Stored items:
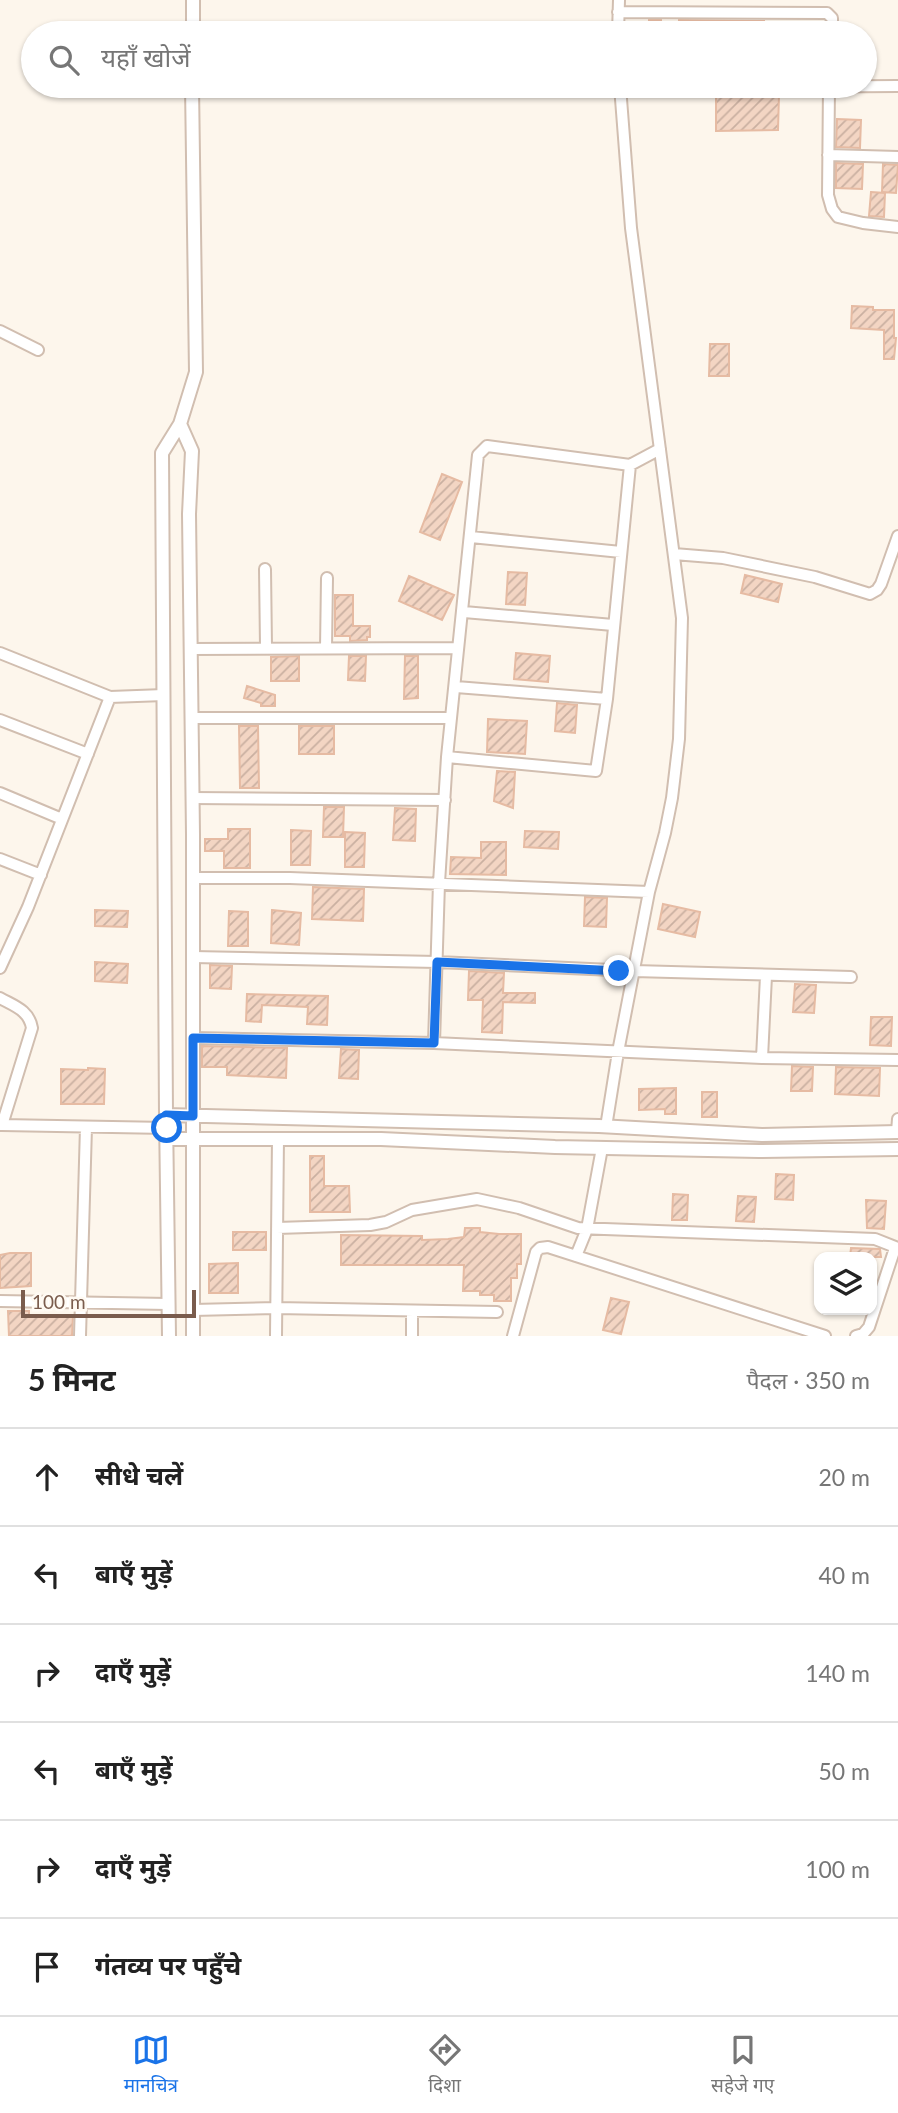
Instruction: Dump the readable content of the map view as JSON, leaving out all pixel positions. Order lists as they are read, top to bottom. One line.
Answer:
{"scale_bar":"100 m","page":{"search":"यहाँ खोजें","scale":"100 m","heading":["5 मिनट","पैदल · 350 m"],"list":[["सीधे चलें","20 m"],["बाएँ मुड़ें","40 m"],["दाएँ मुड़ें","140 m"],["बाएँ मुड़ें","50 m"],["दाएँ मुड़ें","100 m"],"गंतव्य पर पहुँचे"],"nav":["मानचित्र","दिशा","सहेजे गए"]}}
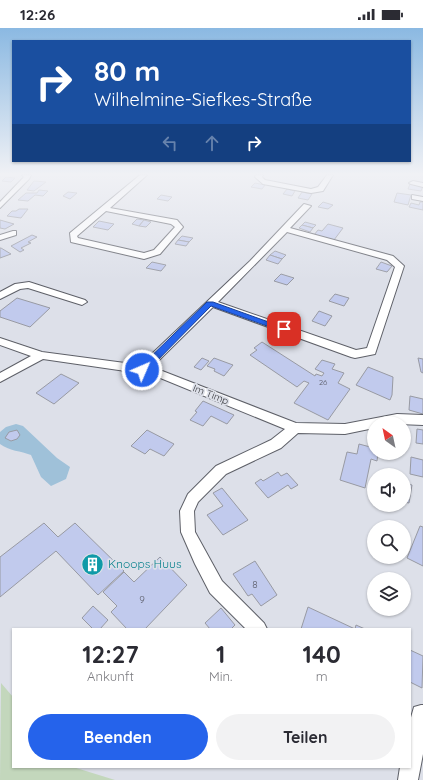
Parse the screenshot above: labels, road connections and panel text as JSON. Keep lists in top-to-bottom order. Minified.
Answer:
{"streets":{"street":["Im Timp"]},"places":{"building":["Knoops Huus"]},"house_numbers":["26","8","9"],"north":"top left","page":{"status":"12:26","turn":["80 m","Wilhelmine-Siefkes-Straße"],"eta":["12:27","Ankunft","1","Min.","140","m"],"buttons":["Beenden","Teilen"]}}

§ **INSTRUCTIONS TO FOLLOW**: Reproduce exactly the lines from the one with "Parse the screenshot" through the last line of the entries, keeping both of those lines and nothing else.

§ **TASK OUTPUT**:
Parse the screenshot above: labels, road connections and panel text as JSON. Keep lists in top-to-bottom order. Minified.
Answer:
{"streets":{"street":["Im Timp"]},"places":{"building":["Knoops Huus"]},"house_numbers":["26","8","9"],"north":"top left","page":{"status":"12:26","turn":["80 m","Wilhelmine-Siefkes-Straße"],"eta":["12:27","Ankunft","1","Min.","140","m"],"buttons":["Beenden","Teilen"]}}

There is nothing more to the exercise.